2. A factory has a quality control standard that consists of randomly selecting 20 items produced daily and determining the number of defective units. If there are two or more defective units, manufacturing stops for an equipment inspection. It is known from experience that the probability that a produced item is defective is 5%. Find the probability that on any day production will stop when applying the standard.

Let's denote the random variable representing the number of defective items out of 20 selected as X . This random variable follows a binomial distribution with n = 20 and p = 0.05 .

The probability that there are 2 or more defective items can be found by calculating the complementary event, which is the probability that there are 0 or 1 defective items.

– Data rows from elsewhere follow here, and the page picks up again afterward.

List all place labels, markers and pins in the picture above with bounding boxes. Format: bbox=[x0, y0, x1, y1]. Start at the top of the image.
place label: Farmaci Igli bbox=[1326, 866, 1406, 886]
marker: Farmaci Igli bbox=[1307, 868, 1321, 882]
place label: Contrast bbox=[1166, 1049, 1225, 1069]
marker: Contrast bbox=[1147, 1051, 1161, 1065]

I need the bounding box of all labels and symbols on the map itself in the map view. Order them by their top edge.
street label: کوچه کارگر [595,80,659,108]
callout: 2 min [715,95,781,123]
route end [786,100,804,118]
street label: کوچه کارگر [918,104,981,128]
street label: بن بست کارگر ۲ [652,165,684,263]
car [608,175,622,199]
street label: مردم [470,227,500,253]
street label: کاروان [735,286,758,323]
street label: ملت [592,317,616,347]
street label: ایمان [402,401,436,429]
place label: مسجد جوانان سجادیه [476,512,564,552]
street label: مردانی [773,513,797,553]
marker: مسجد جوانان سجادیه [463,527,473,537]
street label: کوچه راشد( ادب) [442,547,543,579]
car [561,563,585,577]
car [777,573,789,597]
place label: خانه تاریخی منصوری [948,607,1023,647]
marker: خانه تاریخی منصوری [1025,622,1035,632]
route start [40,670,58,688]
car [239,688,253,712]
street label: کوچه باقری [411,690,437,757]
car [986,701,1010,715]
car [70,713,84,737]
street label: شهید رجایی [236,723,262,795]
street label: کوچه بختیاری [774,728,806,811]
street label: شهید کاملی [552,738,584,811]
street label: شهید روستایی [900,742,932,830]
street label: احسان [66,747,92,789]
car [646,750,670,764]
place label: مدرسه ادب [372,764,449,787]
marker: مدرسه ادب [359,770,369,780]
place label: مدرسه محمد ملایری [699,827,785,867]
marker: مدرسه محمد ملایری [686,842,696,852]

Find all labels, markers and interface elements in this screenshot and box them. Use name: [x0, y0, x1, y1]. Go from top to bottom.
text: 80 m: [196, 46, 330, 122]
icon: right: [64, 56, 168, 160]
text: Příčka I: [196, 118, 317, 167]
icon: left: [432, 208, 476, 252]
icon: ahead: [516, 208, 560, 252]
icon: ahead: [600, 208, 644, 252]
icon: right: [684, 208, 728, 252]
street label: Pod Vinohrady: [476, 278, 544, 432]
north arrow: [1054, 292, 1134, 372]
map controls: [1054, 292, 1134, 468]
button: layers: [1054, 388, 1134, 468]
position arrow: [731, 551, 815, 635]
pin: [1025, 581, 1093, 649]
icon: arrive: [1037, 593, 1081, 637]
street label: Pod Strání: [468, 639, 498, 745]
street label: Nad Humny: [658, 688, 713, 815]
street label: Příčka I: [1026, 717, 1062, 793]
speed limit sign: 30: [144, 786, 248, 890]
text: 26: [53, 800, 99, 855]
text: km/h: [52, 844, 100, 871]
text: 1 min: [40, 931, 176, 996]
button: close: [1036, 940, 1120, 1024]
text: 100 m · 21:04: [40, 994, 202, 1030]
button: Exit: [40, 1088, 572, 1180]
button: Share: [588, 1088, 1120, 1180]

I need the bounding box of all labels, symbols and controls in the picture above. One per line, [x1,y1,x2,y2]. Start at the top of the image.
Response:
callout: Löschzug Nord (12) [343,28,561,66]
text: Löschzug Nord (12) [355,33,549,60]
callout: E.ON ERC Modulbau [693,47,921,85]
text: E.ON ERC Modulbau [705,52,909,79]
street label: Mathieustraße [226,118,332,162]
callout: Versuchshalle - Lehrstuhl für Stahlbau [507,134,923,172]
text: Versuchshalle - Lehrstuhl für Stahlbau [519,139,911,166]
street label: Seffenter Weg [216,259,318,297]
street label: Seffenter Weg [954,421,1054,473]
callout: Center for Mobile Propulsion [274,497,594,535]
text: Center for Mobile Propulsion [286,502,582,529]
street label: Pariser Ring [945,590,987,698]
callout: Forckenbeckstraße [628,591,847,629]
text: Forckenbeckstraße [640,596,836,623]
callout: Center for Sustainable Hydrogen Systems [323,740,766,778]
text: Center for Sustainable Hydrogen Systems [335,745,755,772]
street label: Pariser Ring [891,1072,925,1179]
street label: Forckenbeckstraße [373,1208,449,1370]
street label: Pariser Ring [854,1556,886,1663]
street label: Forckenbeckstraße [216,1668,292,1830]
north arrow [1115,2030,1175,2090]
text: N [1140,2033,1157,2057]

The probability of having 0 or 1 defective item can be calculated as follows:
P(X = 0) = \binom{20}{0} (0.05)^0 (0.95)^{20}
P(X = 1) = \binom{20}{1} (0.05)^1 (0.95)^{19}

Now, the probability of having 2 or more defective items is:
P(\text{2 or more defects}) = 1 - P(X=0) - P(X=1)

Calculating each part:
P(X=0) = \binom{20}{0} (0.05)^0 (0.95)^{20} = 0.3585
P(X=1) = \binom{20}{1} (0.05)^1 (0.95)^{19} \approx 0.3774

Therefore,
P(\text{2 or more defects}) = 1 - 0.3585 - 0.3774 = 0.2641

So, the probability that production stops on any day is \boxed{0.2641} .